:: TASK INPUTS ::

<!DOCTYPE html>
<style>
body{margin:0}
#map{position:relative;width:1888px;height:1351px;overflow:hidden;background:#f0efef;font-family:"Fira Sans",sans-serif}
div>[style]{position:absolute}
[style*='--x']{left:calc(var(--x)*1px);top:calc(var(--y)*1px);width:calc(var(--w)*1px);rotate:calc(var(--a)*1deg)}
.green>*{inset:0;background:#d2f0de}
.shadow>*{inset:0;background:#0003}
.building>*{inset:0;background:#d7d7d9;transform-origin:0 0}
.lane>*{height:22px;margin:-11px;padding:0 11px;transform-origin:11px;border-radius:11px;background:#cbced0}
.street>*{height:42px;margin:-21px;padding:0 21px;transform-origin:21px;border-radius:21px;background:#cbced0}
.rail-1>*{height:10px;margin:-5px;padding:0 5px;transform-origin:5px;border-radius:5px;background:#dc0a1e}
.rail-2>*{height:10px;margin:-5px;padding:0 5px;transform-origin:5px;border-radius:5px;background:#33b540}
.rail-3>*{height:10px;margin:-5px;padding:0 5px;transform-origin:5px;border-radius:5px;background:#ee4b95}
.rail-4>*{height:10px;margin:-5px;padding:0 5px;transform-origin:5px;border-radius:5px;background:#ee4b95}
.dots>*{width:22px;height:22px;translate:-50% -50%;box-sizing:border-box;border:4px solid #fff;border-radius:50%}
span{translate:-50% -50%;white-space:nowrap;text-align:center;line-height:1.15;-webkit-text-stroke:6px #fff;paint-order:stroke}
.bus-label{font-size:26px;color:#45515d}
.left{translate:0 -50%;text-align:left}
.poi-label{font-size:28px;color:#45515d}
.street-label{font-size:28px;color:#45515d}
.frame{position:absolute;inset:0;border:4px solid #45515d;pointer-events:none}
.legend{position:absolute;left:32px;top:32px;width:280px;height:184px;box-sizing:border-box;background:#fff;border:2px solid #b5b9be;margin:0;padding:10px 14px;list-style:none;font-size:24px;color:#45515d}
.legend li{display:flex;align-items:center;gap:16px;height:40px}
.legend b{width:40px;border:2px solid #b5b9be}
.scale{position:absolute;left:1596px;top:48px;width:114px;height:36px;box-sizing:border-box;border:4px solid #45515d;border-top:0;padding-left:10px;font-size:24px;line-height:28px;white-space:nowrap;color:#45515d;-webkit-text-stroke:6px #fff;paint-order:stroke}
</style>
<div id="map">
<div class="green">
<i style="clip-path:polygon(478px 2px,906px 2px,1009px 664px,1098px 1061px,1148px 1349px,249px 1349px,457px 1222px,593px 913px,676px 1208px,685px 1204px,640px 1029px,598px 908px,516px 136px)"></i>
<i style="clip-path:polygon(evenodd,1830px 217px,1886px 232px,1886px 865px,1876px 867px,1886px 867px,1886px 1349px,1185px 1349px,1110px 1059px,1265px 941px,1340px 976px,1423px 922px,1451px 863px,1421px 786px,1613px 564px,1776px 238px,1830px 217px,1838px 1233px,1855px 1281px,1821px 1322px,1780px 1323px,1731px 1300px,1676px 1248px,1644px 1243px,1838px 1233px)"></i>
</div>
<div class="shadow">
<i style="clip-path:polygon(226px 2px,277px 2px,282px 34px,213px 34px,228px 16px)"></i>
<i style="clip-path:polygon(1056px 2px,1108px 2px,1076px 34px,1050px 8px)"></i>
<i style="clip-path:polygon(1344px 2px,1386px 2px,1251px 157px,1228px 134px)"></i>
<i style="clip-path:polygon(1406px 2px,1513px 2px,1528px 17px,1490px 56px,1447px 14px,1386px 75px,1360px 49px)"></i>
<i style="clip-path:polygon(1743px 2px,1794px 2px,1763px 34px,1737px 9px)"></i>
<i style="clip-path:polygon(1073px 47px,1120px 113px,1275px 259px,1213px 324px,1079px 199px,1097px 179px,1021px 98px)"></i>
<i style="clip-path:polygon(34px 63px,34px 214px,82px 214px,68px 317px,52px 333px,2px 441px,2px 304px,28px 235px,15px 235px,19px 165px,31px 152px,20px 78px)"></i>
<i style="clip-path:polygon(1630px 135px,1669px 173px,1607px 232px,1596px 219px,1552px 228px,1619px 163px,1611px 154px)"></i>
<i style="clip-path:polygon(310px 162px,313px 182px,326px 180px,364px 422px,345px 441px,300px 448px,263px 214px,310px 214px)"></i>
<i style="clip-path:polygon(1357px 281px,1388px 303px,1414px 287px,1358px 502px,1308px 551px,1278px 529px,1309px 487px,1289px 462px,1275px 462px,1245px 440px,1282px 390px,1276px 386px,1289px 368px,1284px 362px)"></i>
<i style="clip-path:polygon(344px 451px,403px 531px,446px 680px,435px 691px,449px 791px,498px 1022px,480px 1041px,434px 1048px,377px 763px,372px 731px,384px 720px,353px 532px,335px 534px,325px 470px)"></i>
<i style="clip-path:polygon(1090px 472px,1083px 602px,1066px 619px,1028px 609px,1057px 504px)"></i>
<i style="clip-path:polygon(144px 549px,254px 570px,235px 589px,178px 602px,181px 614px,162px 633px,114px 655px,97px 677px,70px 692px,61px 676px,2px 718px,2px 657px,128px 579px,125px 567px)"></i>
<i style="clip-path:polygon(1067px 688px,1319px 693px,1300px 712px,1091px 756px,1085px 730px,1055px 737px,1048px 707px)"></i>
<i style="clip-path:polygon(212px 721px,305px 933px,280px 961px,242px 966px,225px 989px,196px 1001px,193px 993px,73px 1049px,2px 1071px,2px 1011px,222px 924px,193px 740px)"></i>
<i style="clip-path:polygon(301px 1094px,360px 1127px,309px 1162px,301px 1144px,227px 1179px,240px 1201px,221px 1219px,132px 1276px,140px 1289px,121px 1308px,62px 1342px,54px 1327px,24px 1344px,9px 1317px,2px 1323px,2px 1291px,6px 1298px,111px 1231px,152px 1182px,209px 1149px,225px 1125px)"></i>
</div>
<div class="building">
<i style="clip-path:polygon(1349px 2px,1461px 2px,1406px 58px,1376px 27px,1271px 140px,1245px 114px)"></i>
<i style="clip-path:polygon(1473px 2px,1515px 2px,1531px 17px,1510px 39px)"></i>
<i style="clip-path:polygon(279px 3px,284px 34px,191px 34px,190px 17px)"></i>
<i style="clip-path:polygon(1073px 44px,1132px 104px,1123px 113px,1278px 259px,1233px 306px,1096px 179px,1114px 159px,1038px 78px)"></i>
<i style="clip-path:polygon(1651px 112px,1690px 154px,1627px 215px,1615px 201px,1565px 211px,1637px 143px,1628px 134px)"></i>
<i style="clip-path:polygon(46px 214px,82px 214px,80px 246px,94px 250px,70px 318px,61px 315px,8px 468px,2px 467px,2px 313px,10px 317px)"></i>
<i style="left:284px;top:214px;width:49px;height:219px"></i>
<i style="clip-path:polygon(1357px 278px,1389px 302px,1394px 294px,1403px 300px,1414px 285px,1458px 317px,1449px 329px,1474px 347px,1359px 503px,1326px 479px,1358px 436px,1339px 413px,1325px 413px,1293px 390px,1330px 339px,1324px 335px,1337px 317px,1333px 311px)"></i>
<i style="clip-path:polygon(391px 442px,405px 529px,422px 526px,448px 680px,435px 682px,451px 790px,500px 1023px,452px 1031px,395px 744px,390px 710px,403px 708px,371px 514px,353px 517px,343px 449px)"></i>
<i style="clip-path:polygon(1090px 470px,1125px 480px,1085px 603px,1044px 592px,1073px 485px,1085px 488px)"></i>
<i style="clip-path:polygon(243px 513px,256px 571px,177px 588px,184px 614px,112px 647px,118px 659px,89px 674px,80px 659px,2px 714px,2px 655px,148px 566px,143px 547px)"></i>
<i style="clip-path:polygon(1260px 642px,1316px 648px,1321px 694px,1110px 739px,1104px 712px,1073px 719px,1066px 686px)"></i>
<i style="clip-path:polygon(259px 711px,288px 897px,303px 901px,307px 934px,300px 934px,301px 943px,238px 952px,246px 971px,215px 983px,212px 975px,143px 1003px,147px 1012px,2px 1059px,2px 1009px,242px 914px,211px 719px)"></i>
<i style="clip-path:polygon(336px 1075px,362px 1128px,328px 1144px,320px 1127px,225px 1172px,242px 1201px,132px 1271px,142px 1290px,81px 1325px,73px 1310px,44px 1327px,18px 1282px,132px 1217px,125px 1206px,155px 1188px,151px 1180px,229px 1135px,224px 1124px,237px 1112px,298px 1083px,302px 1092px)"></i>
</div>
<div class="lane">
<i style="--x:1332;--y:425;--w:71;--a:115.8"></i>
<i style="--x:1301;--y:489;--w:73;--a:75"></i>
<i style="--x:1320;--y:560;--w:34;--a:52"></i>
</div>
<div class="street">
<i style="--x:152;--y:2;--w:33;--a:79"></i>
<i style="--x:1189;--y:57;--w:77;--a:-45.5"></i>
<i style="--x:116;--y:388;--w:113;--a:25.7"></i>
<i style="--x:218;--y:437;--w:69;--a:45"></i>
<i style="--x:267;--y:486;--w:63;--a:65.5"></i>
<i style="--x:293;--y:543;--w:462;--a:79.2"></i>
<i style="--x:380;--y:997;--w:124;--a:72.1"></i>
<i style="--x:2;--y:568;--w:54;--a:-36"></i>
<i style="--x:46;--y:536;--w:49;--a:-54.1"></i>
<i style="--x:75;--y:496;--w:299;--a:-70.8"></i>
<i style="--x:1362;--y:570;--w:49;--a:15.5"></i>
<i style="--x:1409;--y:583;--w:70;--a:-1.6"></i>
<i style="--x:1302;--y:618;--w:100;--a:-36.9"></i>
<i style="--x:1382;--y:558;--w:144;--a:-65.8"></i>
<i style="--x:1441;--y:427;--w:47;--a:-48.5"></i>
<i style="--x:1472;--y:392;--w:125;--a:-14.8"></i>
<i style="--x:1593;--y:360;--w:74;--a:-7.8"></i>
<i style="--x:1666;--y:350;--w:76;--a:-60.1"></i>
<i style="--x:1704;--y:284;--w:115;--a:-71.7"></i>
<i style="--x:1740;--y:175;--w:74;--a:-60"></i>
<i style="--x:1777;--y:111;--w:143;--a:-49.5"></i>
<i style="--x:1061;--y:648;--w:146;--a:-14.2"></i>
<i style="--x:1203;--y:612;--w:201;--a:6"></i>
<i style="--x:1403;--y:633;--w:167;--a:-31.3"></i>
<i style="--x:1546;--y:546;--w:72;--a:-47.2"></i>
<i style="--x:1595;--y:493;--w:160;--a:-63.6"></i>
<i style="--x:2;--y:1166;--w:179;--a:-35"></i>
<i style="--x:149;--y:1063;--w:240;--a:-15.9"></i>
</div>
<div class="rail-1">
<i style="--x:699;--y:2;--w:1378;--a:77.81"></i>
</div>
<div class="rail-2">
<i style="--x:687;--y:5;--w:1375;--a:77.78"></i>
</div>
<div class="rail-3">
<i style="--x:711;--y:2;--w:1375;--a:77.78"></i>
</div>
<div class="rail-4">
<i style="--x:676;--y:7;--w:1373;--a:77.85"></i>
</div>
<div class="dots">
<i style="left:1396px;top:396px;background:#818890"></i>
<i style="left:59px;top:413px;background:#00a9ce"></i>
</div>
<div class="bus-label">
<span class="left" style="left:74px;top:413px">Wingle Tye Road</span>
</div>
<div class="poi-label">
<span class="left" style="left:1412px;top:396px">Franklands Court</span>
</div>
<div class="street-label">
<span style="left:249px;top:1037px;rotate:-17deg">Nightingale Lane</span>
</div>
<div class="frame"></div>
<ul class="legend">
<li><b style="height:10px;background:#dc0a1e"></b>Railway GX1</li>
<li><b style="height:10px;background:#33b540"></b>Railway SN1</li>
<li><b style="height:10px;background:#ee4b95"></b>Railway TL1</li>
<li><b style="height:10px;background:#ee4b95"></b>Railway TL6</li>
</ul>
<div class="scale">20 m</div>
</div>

:::

--- GOAL OF THE EXERCISE ---
Find the lines in the entries above where "none" occurs, and copy each of them.

--- TASK RESPONSE ---
.frame{position:absolute;inset:0;border:4px solid #45515d;pointer-events:none}
.legend{position:absolute;left:32px;top:32px;width:280px;height:184px;box-sizing:border-box;background:#fff;border:2px solid #b5b9be;margin:0;padding:10px 14px;list-style:none;font-size:24px;color:#45515d}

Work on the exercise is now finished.